The rigorous Canol Heritage Trail is one of the most challenging in North America, suitable only for experienced, well-equipped hikers. Built during World War II as a pipeline route through the mountains from Norman Wells to the Yukon, the Canol route is still dotted with abandoned equipment. It's long, remote, unmarked and frequently washed out. Disorienting box canyons can be difficult to navigate. No services are provided, emergency or otherwise. You must make arrangements for provisioning, drop-off and pickup in advance. Once on the Trail, you're on your own.
Trail has significant elevation changes all along, reaching 5437ft (1754 m) at the Plains of Abraham. River crossings are the real challenge - 3 very difficult ones. Carcajou (mile 25), Little Keele(mile 50) and the deepest is the Twitya (mile 135). The western section of the Canol is in the better shape and may be biked to some extent, until the Twitya River.
Food drops can be put in by a small plane where there is an airstrip and buildings - at Mile 222, 170, 108 and 80.
Water should be purified before drinking. Beware of lakes and rivers that contain abandoned fuel dumps, trucks etc.
There are no organized camp sites, but you can camp anyplace near the road. Some buildings and cabins can help provide shelter at Miles 208, 108, 80, 75, 50 and 36. There is a private cabin at Caribou Pass near Mile 192.

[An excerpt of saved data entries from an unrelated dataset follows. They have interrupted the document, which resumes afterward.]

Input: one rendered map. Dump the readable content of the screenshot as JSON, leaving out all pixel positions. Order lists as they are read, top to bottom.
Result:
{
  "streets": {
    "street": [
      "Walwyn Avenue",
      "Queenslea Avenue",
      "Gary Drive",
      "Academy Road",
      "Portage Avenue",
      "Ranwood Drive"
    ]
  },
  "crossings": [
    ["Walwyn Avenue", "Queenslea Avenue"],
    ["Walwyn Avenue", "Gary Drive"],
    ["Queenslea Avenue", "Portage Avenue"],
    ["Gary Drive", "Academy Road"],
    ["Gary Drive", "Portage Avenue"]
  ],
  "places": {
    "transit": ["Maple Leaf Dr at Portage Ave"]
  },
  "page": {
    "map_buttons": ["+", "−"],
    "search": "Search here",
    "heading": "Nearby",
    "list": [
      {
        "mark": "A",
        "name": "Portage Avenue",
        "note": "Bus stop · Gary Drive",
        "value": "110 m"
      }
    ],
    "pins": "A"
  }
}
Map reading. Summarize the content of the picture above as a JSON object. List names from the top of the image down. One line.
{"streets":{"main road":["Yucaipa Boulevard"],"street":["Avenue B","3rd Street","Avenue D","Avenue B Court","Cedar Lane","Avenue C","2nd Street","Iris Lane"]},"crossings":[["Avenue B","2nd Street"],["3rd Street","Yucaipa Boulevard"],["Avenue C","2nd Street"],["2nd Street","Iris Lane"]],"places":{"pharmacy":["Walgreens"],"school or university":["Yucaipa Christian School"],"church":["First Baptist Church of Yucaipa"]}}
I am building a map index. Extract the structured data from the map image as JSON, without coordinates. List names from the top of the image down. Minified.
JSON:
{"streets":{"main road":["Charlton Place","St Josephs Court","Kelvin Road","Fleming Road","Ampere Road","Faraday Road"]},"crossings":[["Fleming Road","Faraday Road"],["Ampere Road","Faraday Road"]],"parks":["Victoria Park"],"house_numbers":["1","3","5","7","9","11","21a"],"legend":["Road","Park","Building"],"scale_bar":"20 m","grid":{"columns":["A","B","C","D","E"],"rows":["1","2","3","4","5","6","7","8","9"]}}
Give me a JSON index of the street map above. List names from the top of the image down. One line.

At Mile 212 you can stop at Dechenla Lodge and an outfitters lodge at Godlin lakes at Mile 170 with emergency radios. Contact Stan Simpson about his cabins at Mile 170 (will offer bed & breakfast to hikers also) - see Ram Head Outfitters.
A satellite phone and a GPS would be very helpful for most groups. Call Stan Simpson to arrange air support, pick-up or transportation across rivers. His Iridium sat phone number is: 011-8816-3144-3781 (or just 00 not 011 if using a satellite phone). You will need an Iridium satellite phone with coverage of the far north. Contact Greg Smith at 604-250-4155 at Outbound Communications (firstname.lastname@example.org) or see their website.They will rent or sell hand-held equipment, and can help with service contracts or pre-paid airtime cards.
Check out the awesome photos of the trail taken by Bruce Kirkby. His website has a Canol Trail album. For a detailed trip report of Bruce's expedition in 2000, please read the unpublished chapter of his new book - see Chapter 8 (copyright Bruce Kirkby - all rights reserved). His book is "The Dolphin's Tooth" - available in bookshops or online.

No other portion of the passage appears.